PDA

View Full Version : Synchronising data on 2 servers via Internet - how?


feenster
July 17th, 2007, 06:10 AM
Hi all,
I've got two data servers (seperated by quite a few miles ;)) that i'd like to synchronise the data on, via the Internet. I've tried using Rsync, which is great, but can lead to a lot more data transfer than is necessary.

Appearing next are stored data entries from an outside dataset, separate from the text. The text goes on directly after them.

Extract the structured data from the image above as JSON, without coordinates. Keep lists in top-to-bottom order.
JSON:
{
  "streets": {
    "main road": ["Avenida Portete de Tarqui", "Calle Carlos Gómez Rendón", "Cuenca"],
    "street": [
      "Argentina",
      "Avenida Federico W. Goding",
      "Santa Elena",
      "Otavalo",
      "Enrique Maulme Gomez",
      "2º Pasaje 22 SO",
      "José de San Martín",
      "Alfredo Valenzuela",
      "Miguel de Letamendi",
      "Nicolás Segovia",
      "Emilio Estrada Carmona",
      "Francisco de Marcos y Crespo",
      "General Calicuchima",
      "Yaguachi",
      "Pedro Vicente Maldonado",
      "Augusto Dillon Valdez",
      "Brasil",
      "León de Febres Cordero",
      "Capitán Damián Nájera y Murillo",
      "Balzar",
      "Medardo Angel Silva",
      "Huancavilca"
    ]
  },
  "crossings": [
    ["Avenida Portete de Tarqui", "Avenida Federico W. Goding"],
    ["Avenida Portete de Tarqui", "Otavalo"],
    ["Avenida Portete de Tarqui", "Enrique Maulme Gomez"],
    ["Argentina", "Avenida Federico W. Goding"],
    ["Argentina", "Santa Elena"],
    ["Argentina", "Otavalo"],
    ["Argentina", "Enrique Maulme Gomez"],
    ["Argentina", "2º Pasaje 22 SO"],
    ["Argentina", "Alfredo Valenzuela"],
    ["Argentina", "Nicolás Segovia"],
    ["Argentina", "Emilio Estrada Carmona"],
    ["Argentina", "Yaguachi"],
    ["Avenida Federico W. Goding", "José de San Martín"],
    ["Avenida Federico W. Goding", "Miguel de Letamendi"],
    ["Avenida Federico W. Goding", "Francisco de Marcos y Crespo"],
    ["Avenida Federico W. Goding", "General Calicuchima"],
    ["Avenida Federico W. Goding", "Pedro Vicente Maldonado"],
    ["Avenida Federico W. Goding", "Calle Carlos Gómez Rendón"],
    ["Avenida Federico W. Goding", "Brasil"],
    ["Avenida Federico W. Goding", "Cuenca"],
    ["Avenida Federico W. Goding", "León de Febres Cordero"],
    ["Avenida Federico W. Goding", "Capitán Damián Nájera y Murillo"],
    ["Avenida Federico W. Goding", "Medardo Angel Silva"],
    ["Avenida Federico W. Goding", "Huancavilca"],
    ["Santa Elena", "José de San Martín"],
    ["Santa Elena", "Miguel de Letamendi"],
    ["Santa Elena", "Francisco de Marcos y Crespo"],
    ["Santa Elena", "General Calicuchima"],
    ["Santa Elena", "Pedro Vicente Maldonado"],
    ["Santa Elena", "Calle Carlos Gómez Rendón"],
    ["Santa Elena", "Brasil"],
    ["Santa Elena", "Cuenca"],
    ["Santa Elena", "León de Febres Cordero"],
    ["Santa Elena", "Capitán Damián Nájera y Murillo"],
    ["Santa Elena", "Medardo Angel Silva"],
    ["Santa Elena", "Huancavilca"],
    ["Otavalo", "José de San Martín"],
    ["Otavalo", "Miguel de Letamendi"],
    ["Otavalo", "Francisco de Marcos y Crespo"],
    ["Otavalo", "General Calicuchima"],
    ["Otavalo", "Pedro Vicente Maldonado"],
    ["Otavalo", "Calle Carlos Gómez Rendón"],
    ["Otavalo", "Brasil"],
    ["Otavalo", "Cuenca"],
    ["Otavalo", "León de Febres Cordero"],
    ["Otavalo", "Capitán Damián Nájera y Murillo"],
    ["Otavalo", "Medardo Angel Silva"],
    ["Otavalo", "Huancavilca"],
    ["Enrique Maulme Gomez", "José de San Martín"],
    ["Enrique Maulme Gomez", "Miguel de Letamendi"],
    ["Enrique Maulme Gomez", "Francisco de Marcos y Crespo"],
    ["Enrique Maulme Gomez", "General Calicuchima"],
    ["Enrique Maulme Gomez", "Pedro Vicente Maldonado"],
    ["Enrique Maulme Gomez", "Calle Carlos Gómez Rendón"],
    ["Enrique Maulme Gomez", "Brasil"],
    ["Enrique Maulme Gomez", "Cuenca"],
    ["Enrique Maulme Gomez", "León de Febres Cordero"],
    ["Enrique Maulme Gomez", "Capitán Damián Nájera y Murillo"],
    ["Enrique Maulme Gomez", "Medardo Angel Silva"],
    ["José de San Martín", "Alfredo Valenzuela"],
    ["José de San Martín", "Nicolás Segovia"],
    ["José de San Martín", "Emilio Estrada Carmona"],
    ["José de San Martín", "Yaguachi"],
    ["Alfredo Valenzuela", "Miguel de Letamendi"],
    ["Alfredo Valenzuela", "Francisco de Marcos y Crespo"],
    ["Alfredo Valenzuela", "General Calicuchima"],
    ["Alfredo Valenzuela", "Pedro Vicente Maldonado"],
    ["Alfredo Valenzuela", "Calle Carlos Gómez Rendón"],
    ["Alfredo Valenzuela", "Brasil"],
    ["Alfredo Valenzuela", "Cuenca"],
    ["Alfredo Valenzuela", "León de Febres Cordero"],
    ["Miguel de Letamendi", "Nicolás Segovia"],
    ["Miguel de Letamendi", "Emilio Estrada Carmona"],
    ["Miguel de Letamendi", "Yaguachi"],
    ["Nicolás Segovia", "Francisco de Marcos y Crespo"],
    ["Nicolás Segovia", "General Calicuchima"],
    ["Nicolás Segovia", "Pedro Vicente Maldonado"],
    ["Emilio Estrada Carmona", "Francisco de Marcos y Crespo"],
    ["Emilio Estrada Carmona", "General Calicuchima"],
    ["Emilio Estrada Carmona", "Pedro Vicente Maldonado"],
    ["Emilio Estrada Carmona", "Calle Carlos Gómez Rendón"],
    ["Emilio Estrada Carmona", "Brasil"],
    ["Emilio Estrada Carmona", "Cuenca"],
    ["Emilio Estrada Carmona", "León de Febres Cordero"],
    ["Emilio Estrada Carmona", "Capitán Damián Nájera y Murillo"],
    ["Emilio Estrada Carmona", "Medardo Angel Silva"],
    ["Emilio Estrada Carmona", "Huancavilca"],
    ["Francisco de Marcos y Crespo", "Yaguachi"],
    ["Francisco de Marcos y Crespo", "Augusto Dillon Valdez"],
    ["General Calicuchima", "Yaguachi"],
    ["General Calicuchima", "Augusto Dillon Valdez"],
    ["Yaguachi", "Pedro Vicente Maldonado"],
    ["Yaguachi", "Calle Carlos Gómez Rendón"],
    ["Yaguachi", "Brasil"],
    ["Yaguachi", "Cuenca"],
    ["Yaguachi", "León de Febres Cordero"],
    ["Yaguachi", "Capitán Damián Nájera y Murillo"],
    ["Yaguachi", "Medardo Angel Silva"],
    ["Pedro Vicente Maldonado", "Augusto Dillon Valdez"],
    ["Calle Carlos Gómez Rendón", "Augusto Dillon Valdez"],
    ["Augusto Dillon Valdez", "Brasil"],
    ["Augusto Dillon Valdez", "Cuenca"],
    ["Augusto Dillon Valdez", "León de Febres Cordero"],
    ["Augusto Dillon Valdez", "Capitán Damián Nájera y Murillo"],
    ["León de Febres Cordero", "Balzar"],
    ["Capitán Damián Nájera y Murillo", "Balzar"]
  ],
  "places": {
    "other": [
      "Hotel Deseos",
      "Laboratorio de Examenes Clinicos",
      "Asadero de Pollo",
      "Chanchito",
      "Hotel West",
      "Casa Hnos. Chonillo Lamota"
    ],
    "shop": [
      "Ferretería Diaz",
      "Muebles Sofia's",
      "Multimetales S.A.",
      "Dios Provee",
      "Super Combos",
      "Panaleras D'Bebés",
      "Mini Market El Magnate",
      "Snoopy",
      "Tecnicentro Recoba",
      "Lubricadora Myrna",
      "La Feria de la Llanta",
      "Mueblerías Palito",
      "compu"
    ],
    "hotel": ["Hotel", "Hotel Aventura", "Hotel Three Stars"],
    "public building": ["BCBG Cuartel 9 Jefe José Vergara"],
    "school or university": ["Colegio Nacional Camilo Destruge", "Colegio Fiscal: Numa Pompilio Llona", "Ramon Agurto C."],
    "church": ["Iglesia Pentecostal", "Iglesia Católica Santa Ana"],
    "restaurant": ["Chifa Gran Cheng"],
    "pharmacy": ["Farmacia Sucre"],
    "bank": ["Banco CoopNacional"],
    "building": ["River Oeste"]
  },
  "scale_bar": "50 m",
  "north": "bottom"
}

For example, if both Servers have a 200GB folder called "Data", and it gets renamed to "data1" on the main server, the whole 200GB of data will be re-transferred. I know this is obviously correct, as Rsync thinks the data is new. However, I was wondering if there were any more intelligent bits of software out there that could determine when data is simply moved around the filestructure (or renamed). Any recommendations?

Matt

koenn
July 17th, 2007, 04:02 PM
I'm not 100% sure about this, but I think you need to give rsync a closer look.

- I think it would be possible to tell rsync to compare the contents of /srv1/data1/ with the contents of /srv2/Data, so the change of dir name on srv1 wouldn't cause a complete transfer - if you correct you rsync statement to reflect the name change.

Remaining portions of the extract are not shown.